*** DATA SHOWN

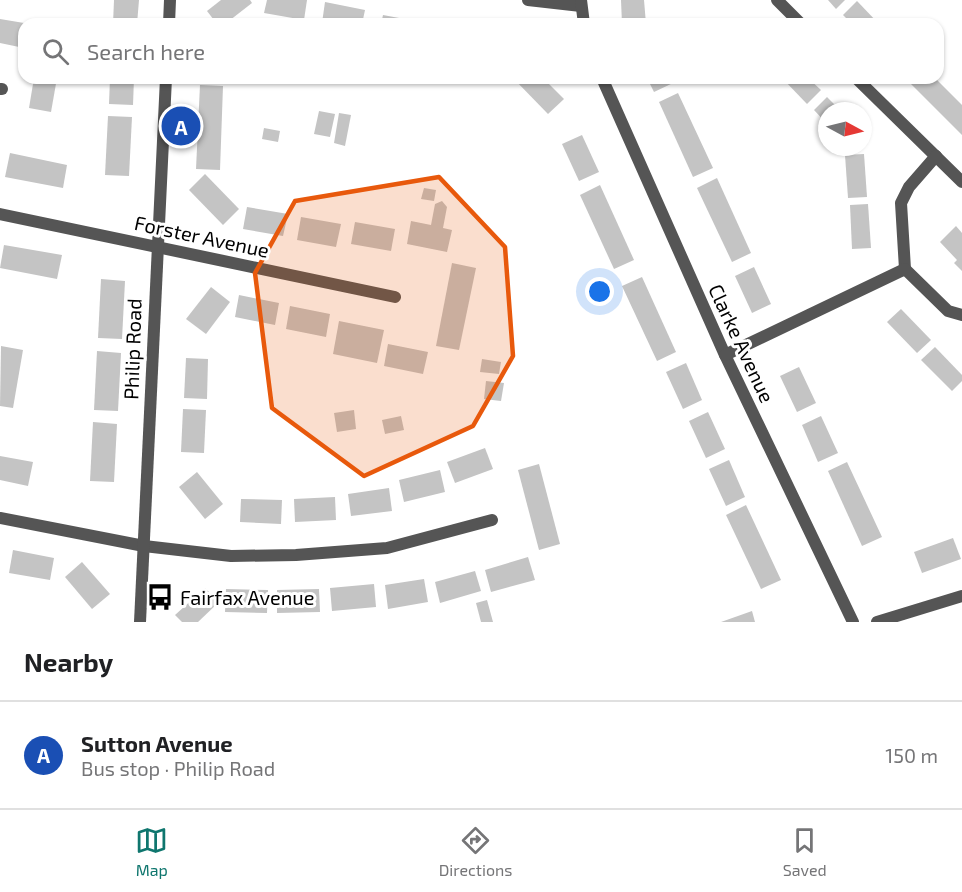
<!DOCTYPE html>
<html lang="en">
<head>
<meta charset="utf-8">
<style>
  body { margin:0; font-family:"Exo 2",sans-serif; background:#f6f6f6; color:#202124 }
  .compass { position:absolute; left:818px; top:102px; width:54px; height:54px; border-radius:50%; background:#fff; box-shadow:0 2px 4px #0004; rotate:97deg }
  .you { position:absolute; left:600px; top:292px; width:21px; height:21px; margin:-15px; border:4px solid #fff; border-radius:50%; background:#1a73e8; box-shadow:0 0 0 9px #1a73e833 }
  .badge { display:grid; place-items:center; width:39px; height:39px; border-radius:50%; background:#0f766e; color:#fff; font-size:20px; font-weight:700 }
  .pin { position:absolute; translate:-50% -50%; border:3px solid #fff; box-shadow:0 2px 6px #0006 }
  .list { margin:0; padding:0; list-style:none }
  h2 { display:flex; justify-content:space-between; align-items:center; height:78px; margin:0; padding:0 24px; font-size:26px }
  h2 small { font-size:20px; font-weight:400; color:#757577 }
  .list li { display:grid; grid-template-columns:39px 1fr auto; gap:18px; align-items:center; box-sizing:border-box; height:108px; padding:0 24px; border-top:2px solid #e0e0e0 }
  .list b { display:block; font-size:22px; white-space:nowrap }
  .list p { margin:0; font-size:20px; white-space:nowrap; color:#757577 }
  .list em { font-size:20px; font-style:normal; color:#757577 }
  .icon { flex:none; width:33px; height:33px; fill:none; stroke:currentColor; stroke-width:2; stroke-linecap:round; stroke-linejoin:round }
  .map { position:relative; flex:none; width:962px; height:622px; overflow:hidden }
  .search { position:absolute; background:#fff; box-shadow:0 2px 4px #0004; left:18px; right:18px; top:18px; height:66px; display:flex; align-items:center; gap:15px; box-sizing:border-box; padding:0 21px; border-radius:18px; color:#757577; font-size:22px }
  .sheet { height:186px; background:#fff }
  nav { display:flex; justify-content:space-around; align-items:center; box-sizing:border-box; height:84px; border-top:2px solid #e0e0e0; background:#fff; font-size:16px; color:#757577 }
  nav a { display:grid; justify-items:center; gap:3px }
  nav .on { color:#0f766e }
  .map>svg:first-child { display:block }
  .building { fill:#c4c4c4 }
  .lines { fill:none; stroke-linecap:round; stroke-linejoin:round }
  .street { stroke:#555; stroke-width:12 }
  .marked { fill:#e8590c; fill-opacity:0.2; stroke:#e8590c; stroke-width:4.5; stroke-linejoin:round }
  .labels { text-anchor:middle; dominant-baseline:central; stroke-width:6; stroke-linejoin:round; paint-order:stroke }
  .street-label { font-size:20px; fill:#000; stroke:#fff }
  .poi-label { font-size:20px; fill:#000; stroke:#fff; text-anchor:start }
</style>
</head>
<body>
<div class="map">
<svg width="962" height="622" viewBox="0 0 962 622">
  <rect width="100%" height="100%" fill="#fff"/>
  <!-- building -->
  <g class="building">
    <polygon points="114,0 139,0 137,24 113,24"/>
    <polygon points="221,0 250,0 252,3 225,24 217,24 207,11"/>
    <polygon points="267,0 307,0 304,20 264,13"/>
    <polygon points="621,0 644,0 646,24 622,24"/>
    <polygon points="828,0 845,0 836,9"/>
    <polygon points="857,1 879,24 852,24 843,15"/>
    <polygon points="325,2 365,10 362,24 322,23"/>
    <polygon points="383,15 426,23 425,24 381,24"/>
    <polygon points="0,19 24,23 24,48 0,43"/>
    <polygon points="34,78 57,78 51,112 29,108"/>
    <polygon points="110,78 134,78 133,105 109,104"/>
    <polygon points="513,78 543,78 564,99 548,114"/>
    <polygon points="647,78 671,78 673,83 654,92"/>
    <polygon points="782,78 808,78 821,90 807,104"/>
    <polygon points="905,78 935,78 962,105 962,135"/>
    <polygon points="200,85 223,86 220,170 196,169"/>
    <polygon points="678,93 713,168 693,177 659,102"/>
    <polygon points="827,97 841,111 827,111 827,124 814,110"/>
    <polygon points="319,111 335,114 330,137 314,134"/>
    <polygon points="339,113 351,115 345,146 334,143"/>
    <polygon points="108,116 132,117 129,176 105,175"/>
    <polygon points="264,128 280,131 278,142 262,139"/>
    <polygon points="582,135 599,172 579,181 562,144"/>
    <polygon points="10,153 67,165 63,188 5,177"/>
    <polygon points="864,154 867,197 848,198 845,155"/>
    <polygon points="205,174 239,209 223,225 189,190"/>
    <polygon points="717,178 751,253 732,262 697,188"/>
    <polygon points="600,185 634,260 614,269 580,195"/>
    <polygon points="424,188 436,190 434,201 421,199"/>
    <polygon points="442,201 447,207 443,228 452,230 447,252 407,244 411,221 431,225 435,204"/>
    <polygon points="868,204 871,248 852,249 850,205"/>
    <polygon points="247,207 288,214 283,236 243,229"/>
    <polygon points="301,217 341,224 336,247 297,240"/>
    <polygon points="355,222 395,229 391,251 351,244"/>
    <polygon points="956,226 962,233 962,271 954,263 957,260 940,242"/>
    <polygon points="4,245 62,255 57,279 0,268"/>
    <polygon points="452,263 476,268 459,350 436,346"/>
    <polygon points="754,267 771,304 752,313 735,276"/>
    <polygon points="642,277 676,352 657,361 622,286"/>
    <polygon points="101,279 125,281 122,339 98,338"/>
    <polygon points="211,287 230,302 206,334 186,319"/>
    <polygon points="239,295 279,303 275,325 235,317"/>
    <polygon points="290,306 330,314 326,337 286,329"/>
    <polygon points="901,309 931,340 917,353 887,322"/>
    <polygon points="339,321 384,330 377,363 333,354"/>
    <polygon points="388,344 428,352 423,374 384,366"/>
    <polygon points="1,346 23,350 13,408 0,406"/>
    <polygon points="935,347 962,375 962,381 952,391 921,360"/>
    <polygon points="97,351 121,353 118,411 94,410"/>
    <polygon points="186,358 208,359 207,399 184,398"/>
    <polygon points="482,359 501,362 499,374 480,372"/>
    <polygon points="686,363 702,400 683,409 666,372"/>
    <polygon points="799,367 816,403 797,412 780,376"/>
    <polygon points="486,381 504,383 501,401 484,399"/>
    <polygon points="183,409 206,410 204,453 181,452"/>
    <polygon points="354,410 356,429 337,432 334,413"/>
    <polygon points="708,412 725,449 706,458 689,421"/>
    <polygon points="401,416 404,430 385,434 382,420"/>
    <polygon points="821,416 838,453 818,462 802,425"/>
    <polygon points="93,422 117,424 114,482 90,481"/>
    <polygon points="485,448 493,469 455,483 447,462"/>
    <polygon points="0,456 33,462 28,486 0,480"/>
    <polygon points="729,460 745,497 726,506 709,469"/>
    <polygon points="847,462 882,537 862,546 828,471"/>
    <polygon points="539,464 560,544 539,550 518,470"/>
    <polygon points="440,470 445,492 404,502 399,480"/>
    <polygon points="197,472 223,504 205,519 179,487"/>
    <polygon points="389,488 392,511 351,516 348,494"/>
    <polygon points="335,497 336,520 295,522 294,499"/>
    <polygon points="241,499 282,500 281,524 240,522"/>
    <polygon points="746,505 781,580 761,589 726,515"/>
    <polygon points="953,538 961,559 922,573 914,552"/>
    <polygon points="13,550 54,558 50,580 9,573"/>
    <polygon points="528,557 535,580 491,592 485,570"/>
    <polygon points="82,562 110,594 92,609 65,577"/>
    <polygon points="475,571 481,591 440,603 435,582"/>
    <polygon points="424,579 428,602 388,609 385,585"/>
    <polygon points="374,584 376,607 332,611 330,588"/>
    <polygon points="205,588 219,602 198,622 182,622 175,615"/>
    <polygon points="226,589 268,590 267,613 225,612"/>
    <polygon points="319,589 320,612 277,613 277,590"/>
    <polygon points="487,600 493,622 481,622 476,603"/>
    <polygon points="752,611 755,622 721,622"/>
  </g>
  <g class="lines">
    <!-- street -->
    <g class="street">
      <polyline points="528,0 581,6"/>
      <polyline points="581,0 584,24"/>
      <polyline points="777,0 801,24"/>
      <polyline points="169,24 170,0"/>
      <polyline points="602,78 725,355 853,622"/>
      <polyline points="856,78 962,182"/>
      <polyline points="0,89 2,89"/>
      <polyline points="0,214 395,297"/>
      <polyline points="905,269 901,203 909,187 936,156"/>
      <polyline points="725,355 905,269 948,311 962,315"/>
      <polyline points="0,518 144,546 231,556 296,555 387,548 492,520"/>
      <polyline points="140,622 166,78"/>
      <polyline points="877,622 962,596"/>
    </g>
  </g>
  <!-- marked area -->
  <path class="marked" d="M439 177 505 247 513 356 473 426 364 476 272 408 255 273 295 201Z"/>
  <!-- icons -->
  <defs>
    <symbol id="bus-bare" viewBox="-9 -9 18 18"><path d="M-5-6H5V4H4V6H2V4H-2V6H-4V4H-5ZM-3.5-4V0h7V-4ZM-3.5 1.2v1.5H-2V1.2ZM2 1.2v1.5H3.5V1.2Z" fill="#000" stroke="#fff" stroke-width="2.5" paint-order="stroke"/></symbol>
  </defs>
  <g fill-rule="evenodd">
    <use href="#bus-bare" x="141" y="578" width="38" height="38"/>
  </g>
  <g class="labels">
    <!-- street labels -->
    <g class="street-label">
      <text transform="translate(202 236) rotate(12)">Forster Avenue</text>
      <text transform="translate(742 343) rotate(65)">Clarke Avenue</text>
      <text transform="translate(132 349) rotate(-88)">Philip Road</text>
    </g>
    <!-- poi labels -->
    <g class="poi-label">
      <text x="180" y="597">Fairfax Avenue</text>
    </g>
  </g>
</svg>
<svg class="compass" viewBox="-18 -18 36 36"><path d="M0-13l5 13h-10z" fill="#e53935"/><path d="M0 13l5-13h-10z" fill="#757577"/></svg>
<div class="you"></div>
<div class="pin badge" style="left:181px;top:126px;background:#1a4fb4">A</div>
<div class="search"><svg class="icon" aria-label="search" viewBox="0 0 24 24"><circle cx="10" cy="10" r="6"/><path d="M15 15l6 6"/></svg>Search here</div>
</div>
<section class="sheet">
<h2>Nearby<small></small></h2>
<ul class="list">
<li><span class="badge" style="background:#1a4fb4">A</span><div><b>Sutton Avenue</b><p>Bus stop · Philip Road</p></div><em>150 m</em></li>
</ul>
</section>
<nav>
<a class="on"><svg class="icon" aria-label="map" viewBox="0 0 24 24"><path d="M3 6l6-2 6 2 6-2v14l-6 2-6-2-6 2zM9 4v14M15 6v14"/></svg>Map</a>
<a><svg class="icon" aria-label="directions" viewBox="0 0 24 24"><path d="M12 3l9 9-9 9-9-9zM9 14v-3h6M13 9l2 2-2 2"/></svg>Directions</a>
<a><svg class="icon" aria-label="saved" viewBox="0 0 24 24"><path d="M7 4h10v16l-5-4-5 4z"/></svg>Saved</a>
</nav>
</body>
</html>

******

TASK INSTRUCTIONS: Everything from the line containing "fill:#e8590c; fill-opacity:0.2; stroke:#e8590c;" through the line containing "250,0 252,3 225,24" in the material above should be retyped exactly, both ends included, and nothing more.

ANSWER TO THE EXERCISE:
  .marked { fill:#e8590c; fill-opacity:0.2; stroke:#e8590c; stroke-width:4.5; stroke-linejoin:round }
  .labels { text-anchor:middle; dominant-baseline:central; stroke-width:6; stroke-linejoin:round; paint-order:stroke }
  .street-label { font-size:20px; fill:#000; stroke:#fff }
  .poi-label { font-size:20px; fill:#000; stroke:#fff; text-anchor:start }
</style>
</head>
<body>
<div class="map">
<svg width="962" height="622" viewBox="0 0 962 622">
  <rect width="100%" height="100%" fill="#fff"/>
  <!-- building -->
  <g class="building">
    <polygon points="114,0 139,0 137,24 113,24"/>
    <polygon points="221,0 250,0 252,3 225,24 217,24 207,11"/>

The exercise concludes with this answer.